Differences in long-term effects of l-glutamine and d-glucose on insulin release from rat pancreatic islets

Abstract

We have compared the effects of long-term exposure to l-glutamine or l-glucose on nutrient-induced insulin release from pancreatic islets of the rat. After 3 days of culture islets were finally tested in 1 h incubations for insulin responses to 16.7 mM of glucose, glutamine, leucine or a combination of leucine and glutamine. After culture at 11 mM glucose + 2 mM glutamine (A), glucose, leucine and glutamine stimulated release to a similar extent from islets. After culture at 1.7 mM glucose + 10 mM glutamine (B), only leucine stimulated insulin release. After culture at 11 mM glucose + 10 mM glutamine (C), both leucine and glutamine increased the insulin response. After culture at 1.7 mM glucose and 2 mM glutamine (D), only glutamine slightly stimulated release. After culture in high glutamine (B or C), a combination of leucine and glutamine significantly inhibited release as compared to leucine alone. A switch in culture media from B to A for 1 h prior to final incubations revived insulin release in response to glucose but not to glutamine. The reverse switch (A to B) abolished both subsequent glucose- and glutamine-induced insulin release. A switch from D to B revived an insulin response to leucine. Exposure of B-cells to 11 mM glucose during 30 min in another experimental system (perfused pancreas) induced a significant insulin response to subsequent stimulation with glutamine; this response was, however, only 17% of that to glucose per se observed in the same experiments.

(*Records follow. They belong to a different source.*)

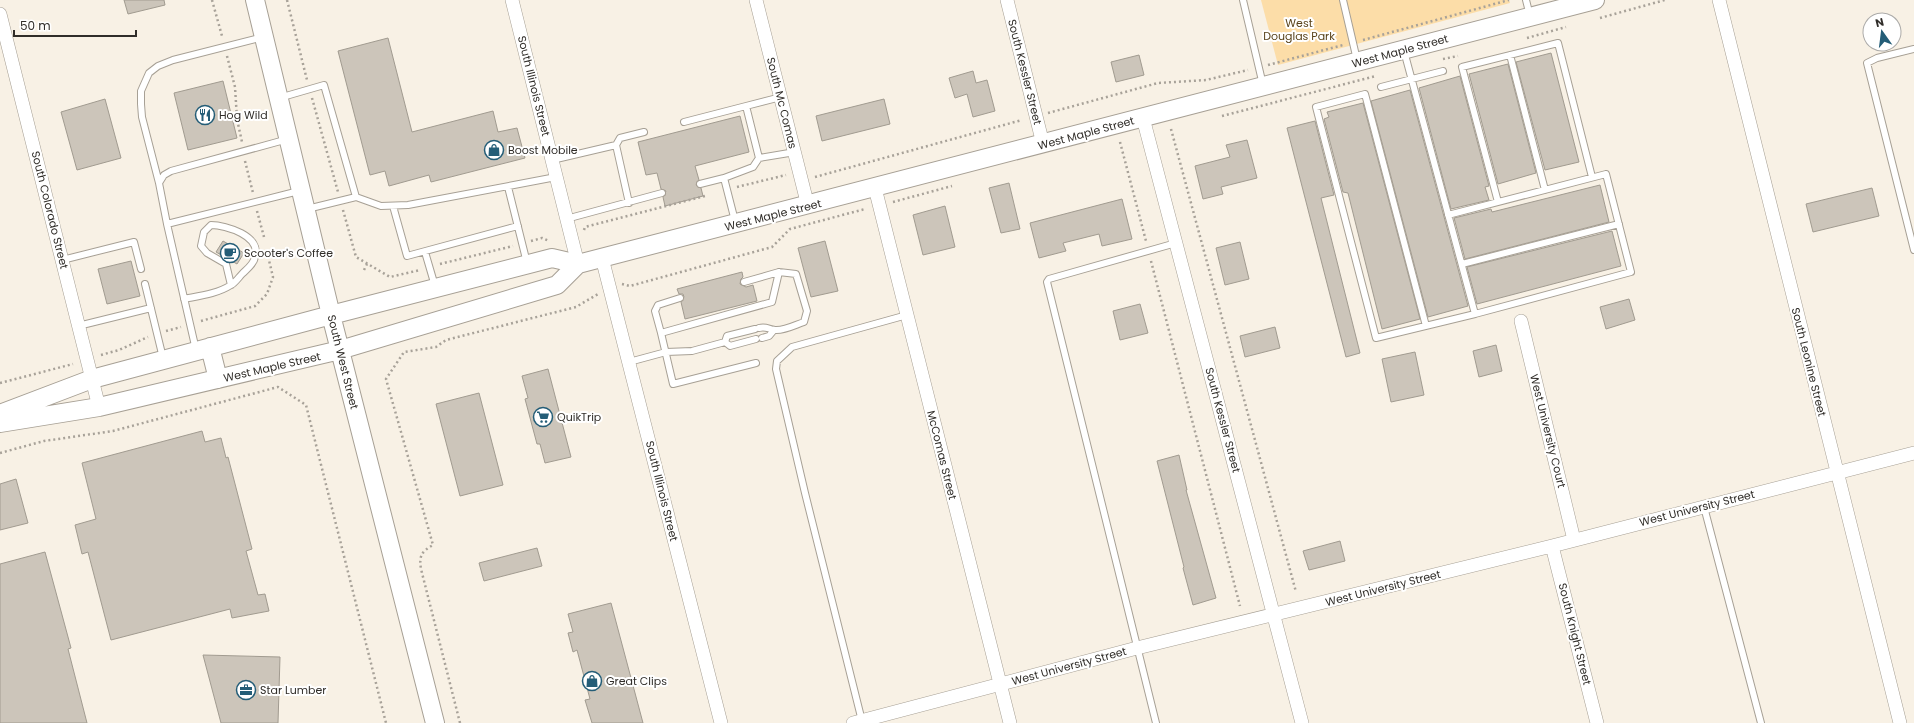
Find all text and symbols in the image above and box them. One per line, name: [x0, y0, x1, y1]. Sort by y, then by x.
scale bar: [14, 12, 136, 38]
north arrow: [1862, 12, 1902, 52]
text: N: [1874, 14, 1886, 31]
park label: West Douglas Park: [1263, 15, 1335, 44]
text: 50 m: [20, 17, 51, 34]
street label: South Kessler Street: [1004, 18, 1046, 126]
street label: West Maple Street: [1350, 30, 1450, 72]
street label: South Illinois Street: [514, 34, 554, 138]
street label: South Mc Comas: [763, 56, 801, 151]
restaurant icon: Hog Wild: [194, 104, 216, 126]
place label: Hog Wild: [219, 107, 268, 123]
street label: West Maple Street: [1036, 112, 1136, 154]
shop icon: Boost Mobile: [483, 139, 505, 161]
place label: Boost Mobile: [508, 142, 578, 158]
street label: South Colorado Street: [28, 149, 72, 271]
street label: West Maple Street: [723, 195, 823, 235]
cafe icon: Scooter's Coffee: [219, 242, 241, 264]
place label: Scooter's Coffee: [244, 245, 333, 261]
street label: South Leonine Street: [1788, 306, 1830, 418]
street label: South West Street: [324, 313, 362, 411]
street label: West Maple Street: [222, 348, 322, 386]
street label: South Kessler Street: [1201, 366, 1245, 474]
street label: West University Court: [1526, 372, 1570, 490]
supermarket icon: QuikTrip: [532, 406, 554, 428]
place label: QuikTrip: [557, 409, 601, 425]
street label: McComas Street: [923, 409, 961, 501]
street label: South Illinois Street: [642, 439, 682, 543]
street label: West University Street: [1638, 486, 1756, 530]
street label: West University Street: [1324, 566, 1442, 610]
street label: South Knight Street: [1555, 581, 1595, 687]
street label: West University Street: [1010, 643, 1128, 689]
shop icon: Great Clips: [581, 670, 603, 692]
place label: Great Clips: [606, 673, 667, 689]
office icon: Star Lumber: [235, 679, 257, 701]
place label: Star Lumber: [260, 682, 326, 698]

Islet 14CO 2 production from [ 14C]glutamine was higher after culture medium A than in B, but the percent increase in 14C production was similar when the concentration of glutamine was changed from 1.7 to 16 mM during oxidation experiments. In contrast, production of 14CO 2 from [ 14C]glucose was similar after culture in A or B in the presence of 1.7 mM glucose, whereas 16.7 mM glucose increased glucose oxidation less after culture in B than in A. We conclude that previous glucose causes a general enhancement of B-cell responsiveness, whereas previous glutamine exerts both stimulatory and inhibitory effects on B-cell function. The latter effect may be linked to interference by glutamine with glucose metabolism of the B-cells.